After realizing that I wanted to work from home so I could set my own hours and spend more time with my family I knew I would have to take some necessary steps to get there.
It’s exciting to think that you’ll be able to determine your own schedule.
I first needed to prepare my mind by having faith in what I couldn’t see, realize I would need to take a risk of the unknown, make sacrifices, and stay determined even when I face some challenges (yes, the challenges are real).
Yet, have hope that you can make it through. Once you have this kind of thinking in place you are now ready to jump into the more concrete plan to quit your full-time job to freelance.
Here are the steps to help you do just that.
Are you ready?
Analyze Your Financial Situation
To see where you stand financially, take a look at your budget and expenses to see how much income you will need to supplement or what changes you may need to make.
If quitting your job sooner than later is most important to you I would suggest you see if there are any expenses you are able to eliminate.
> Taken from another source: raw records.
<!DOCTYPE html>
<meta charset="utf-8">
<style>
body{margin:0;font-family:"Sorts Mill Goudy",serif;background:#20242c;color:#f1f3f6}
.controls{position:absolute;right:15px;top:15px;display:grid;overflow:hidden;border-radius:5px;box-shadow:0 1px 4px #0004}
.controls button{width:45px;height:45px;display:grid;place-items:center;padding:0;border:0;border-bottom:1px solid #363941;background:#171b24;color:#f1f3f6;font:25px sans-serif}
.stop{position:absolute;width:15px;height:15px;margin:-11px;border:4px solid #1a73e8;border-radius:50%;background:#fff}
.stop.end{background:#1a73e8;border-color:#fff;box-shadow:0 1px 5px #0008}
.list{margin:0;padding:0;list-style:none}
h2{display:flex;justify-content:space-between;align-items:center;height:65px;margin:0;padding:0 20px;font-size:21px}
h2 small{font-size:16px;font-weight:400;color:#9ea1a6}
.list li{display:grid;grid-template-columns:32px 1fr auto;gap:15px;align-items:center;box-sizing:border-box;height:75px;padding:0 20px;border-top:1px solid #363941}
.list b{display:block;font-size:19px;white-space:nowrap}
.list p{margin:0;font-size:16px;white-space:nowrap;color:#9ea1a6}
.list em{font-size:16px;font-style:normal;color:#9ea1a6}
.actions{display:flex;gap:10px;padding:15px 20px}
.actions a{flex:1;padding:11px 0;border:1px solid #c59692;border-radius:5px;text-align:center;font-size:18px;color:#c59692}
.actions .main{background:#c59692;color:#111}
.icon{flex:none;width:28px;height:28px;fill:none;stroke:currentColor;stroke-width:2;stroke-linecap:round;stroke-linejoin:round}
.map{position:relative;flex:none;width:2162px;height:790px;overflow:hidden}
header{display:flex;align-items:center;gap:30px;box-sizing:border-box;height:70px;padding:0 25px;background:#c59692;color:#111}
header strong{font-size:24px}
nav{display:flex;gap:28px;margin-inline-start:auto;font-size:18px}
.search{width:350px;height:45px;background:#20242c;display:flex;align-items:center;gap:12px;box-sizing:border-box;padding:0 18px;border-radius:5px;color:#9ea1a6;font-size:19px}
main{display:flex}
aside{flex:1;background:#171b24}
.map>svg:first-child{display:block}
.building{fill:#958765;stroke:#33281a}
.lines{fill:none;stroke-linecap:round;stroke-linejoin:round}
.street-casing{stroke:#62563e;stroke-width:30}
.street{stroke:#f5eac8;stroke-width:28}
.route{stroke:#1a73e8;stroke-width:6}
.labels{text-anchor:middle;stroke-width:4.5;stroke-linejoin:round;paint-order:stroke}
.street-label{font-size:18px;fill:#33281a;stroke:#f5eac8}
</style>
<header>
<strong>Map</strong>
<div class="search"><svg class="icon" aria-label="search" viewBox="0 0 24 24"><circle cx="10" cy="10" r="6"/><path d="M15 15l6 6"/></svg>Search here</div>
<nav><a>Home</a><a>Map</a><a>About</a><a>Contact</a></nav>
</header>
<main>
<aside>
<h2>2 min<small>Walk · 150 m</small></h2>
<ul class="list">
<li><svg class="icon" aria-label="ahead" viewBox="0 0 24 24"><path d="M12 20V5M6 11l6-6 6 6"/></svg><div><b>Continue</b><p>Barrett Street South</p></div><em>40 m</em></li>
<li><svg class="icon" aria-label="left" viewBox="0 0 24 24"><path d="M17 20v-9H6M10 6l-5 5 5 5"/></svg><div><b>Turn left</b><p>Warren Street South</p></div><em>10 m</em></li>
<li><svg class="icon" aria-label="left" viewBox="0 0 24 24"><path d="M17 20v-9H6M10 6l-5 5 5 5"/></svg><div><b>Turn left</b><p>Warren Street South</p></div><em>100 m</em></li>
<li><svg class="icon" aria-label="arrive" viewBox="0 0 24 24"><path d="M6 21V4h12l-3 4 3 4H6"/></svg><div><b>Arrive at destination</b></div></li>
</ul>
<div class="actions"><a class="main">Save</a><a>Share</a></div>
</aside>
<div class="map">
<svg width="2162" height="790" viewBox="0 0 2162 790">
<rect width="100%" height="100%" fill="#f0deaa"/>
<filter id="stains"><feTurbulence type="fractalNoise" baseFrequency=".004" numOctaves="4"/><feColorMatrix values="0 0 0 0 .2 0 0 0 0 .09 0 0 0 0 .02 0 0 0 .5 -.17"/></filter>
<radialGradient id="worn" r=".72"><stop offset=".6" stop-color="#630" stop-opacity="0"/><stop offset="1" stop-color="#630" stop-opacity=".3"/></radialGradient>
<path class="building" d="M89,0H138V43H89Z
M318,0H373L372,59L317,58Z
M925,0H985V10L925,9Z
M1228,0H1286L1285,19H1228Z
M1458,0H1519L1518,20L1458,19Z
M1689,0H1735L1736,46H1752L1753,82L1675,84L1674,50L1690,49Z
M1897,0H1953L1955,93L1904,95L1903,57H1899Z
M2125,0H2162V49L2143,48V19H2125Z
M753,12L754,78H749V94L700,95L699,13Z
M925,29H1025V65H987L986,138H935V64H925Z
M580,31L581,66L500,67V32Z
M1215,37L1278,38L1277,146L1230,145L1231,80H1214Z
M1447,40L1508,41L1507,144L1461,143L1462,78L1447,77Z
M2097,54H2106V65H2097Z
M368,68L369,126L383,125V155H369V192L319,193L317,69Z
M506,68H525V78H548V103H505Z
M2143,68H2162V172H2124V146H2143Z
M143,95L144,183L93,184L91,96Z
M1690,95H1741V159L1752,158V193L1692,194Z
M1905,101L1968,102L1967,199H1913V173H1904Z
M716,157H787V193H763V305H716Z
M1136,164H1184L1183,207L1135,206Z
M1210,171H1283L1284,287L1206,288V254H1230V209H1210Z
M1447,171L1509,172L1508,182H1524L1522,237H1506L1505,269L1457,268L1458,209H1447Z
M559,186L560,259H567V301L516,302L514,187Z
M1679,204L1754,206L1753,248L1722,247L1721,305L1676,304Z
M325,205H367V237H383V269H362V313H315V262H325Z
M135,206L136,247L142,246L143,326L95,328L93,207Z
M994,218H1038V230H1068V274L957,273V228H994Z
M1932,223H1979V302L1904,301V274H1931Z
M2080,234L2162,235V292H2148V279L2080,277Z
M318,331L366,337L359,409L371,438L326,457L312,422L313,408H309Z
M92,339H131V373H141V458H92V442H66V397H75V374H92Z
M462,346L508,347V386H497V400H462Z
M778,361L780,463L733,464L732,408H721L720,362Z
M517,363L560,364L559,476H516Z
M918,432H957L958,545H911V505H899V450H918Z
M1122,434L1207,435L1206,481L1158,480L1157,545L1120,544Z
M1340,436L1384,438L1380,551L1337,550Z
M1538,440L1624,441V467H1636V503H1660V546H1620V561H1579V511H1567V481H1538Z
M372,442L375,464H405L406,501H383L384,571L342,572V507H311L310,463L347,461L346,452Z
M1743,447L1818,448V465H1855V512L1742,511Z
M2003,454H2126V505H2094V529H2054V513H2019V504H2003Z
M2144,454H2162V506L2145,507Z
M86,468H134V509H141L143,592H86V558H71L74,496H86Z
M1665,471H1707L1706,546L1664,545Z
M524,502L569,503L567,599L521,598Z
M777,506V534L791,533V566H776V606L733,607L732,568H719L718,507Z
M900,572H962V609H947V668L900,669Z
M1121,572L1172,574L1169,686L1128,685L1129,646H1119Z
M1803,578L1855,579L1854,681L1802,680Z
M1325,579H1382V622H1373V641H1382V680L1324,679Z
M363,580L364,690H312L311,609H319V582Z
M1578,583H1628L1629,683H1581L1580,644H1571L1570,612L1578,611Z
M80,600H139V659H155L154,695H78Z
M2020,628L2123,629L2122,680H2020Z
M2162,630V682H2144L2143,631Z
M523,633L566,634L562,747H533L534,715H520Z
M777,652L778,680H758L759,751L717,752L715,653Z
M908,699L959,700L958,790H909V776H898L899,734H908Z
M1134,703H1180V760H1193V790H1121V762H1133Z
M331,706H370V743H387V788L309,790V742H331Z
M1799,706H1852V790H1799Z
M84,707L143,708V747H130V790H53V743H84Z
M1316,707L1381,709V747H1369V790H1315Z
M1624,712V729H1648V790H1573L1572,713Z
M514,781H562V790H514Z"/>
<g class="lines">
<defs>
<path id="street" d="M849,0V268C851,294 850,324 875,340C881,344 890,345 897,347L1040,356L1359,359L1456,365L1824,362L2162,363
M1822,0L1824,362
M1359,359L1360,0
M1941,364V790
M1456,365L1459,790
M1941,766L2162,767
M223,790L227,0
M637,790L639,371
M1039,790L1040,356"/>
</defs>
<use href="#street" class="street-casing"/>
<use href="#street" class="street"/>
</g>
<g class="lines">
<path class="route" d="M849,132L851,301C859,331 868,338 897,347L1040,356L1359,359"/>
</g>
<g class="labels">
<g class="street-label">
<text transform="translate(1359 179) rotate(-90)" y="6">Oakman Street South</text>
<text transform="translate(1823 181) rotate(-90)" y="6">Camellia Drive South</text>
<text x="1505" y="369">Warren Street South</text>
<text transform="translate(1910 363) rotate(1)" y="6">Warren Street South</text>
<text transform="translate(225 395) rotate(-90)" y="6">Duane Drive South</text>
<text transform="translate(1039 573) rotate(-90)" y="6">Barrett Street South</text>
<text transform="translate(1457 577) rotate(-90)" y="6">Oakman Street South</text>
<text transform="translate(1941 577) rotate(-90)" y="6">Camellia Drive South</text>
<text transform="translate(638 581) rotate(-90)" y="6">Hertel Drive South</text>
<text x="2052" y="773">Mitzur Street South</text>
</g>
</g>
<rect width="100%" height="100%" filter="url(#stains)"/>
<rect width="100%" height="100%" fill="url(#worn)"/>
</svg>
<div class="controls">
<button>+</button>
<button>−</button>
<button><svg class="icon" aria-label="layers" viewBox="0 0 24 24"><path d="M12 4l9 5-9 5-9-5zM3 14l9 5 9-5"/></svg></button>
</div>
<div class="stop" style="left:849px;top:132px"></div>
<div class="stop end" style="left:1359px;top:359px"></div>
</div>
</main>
This will allow your income need to be much less giving you a simpler goal to reach when first starting off.
It’s common for freelancers to bootstrap their business in the first year or two until they are able to live comfortable off their earnings.
Once you set your goal you will have a better idea of what’s expected from you and what steps you’ll have to take.
Get Started with This #1 tool You Already Have
Most people who are trying to build their work at home business usually have the skills they are already using in their current job.
What better time then to put those skills to work and apply them to your freelance business.
It looks something like this.
- You sent out resumes to prospect jobs – As a freelancer you are pitching prospect clients
- You get called in for an interview – As a freelancer, you will most likely receive an email with an interest
- After a second interview, you receive a job offer – As a freelancer, you provide samples before a prospect hires your services
Yay!!! So the good news is, you are equipped with the necessary tools to get started freelancing.
The same way you were able to land yourself into the corporate job you have now is going to be similar to the way you’ll land yourself into freelancing.
Beginning to Build Your Client List
Although you may not get offered every freelance job just continue to apply as you have in the “real world” until you finally land a job. Then do it again. And again.
As you gain more experience, your client list will continue to grow and you may even notice people reaching out to you first.
Tips to Succeed in Your Freelance Work
Although responding to emails can be tedious it’s definitely necessary. Even if you can at least respond to an email showing that you acknowledge it will be sure to speak a thousand words to someone and show much respect towards your client.
I understand life can get busy and your plate overflows at times. As a freelancer you want to build trust with your clients and meeting deadlines will do just that. Sooner is even better, when possible. Your clients understand that stuff happens. With that being said, make sure you communicate anytime you don’t feel you can meet a deadline.
Give Your Best Work
When you have a lot of work on your plate you may be tempted to cut corners. Or maybe you don’t want to give your best work away afraid of losing your greatness from your own blog.
I can tell you that if you’re as creative as you think you are you have plenty to go around. It’s as simple as that.
Now that you’ve built your client list it’s time to prepare yourself for your resignation from your current job. Make sure you consider these things beforehand as they are important to your success.
- Research how taxes work as self-employed
- What insurance options are available to you
- Create your work hours for a balanced work/life
- Re-evaluate your income to expenses
You’re Ready to Take the Leap!
After putting in some long hours and hard work you’ve now built your client list and bringing in a steady income from your freelance jobs.
With your new earnings, build up a safety net of about 6 months worth of income before you decide to quite your full-time job.
When this happens, you can now say you’re finally ready to, “quit your full-time job to freelance.”
Where are you at in your journey to quitting your full-time job to freelance?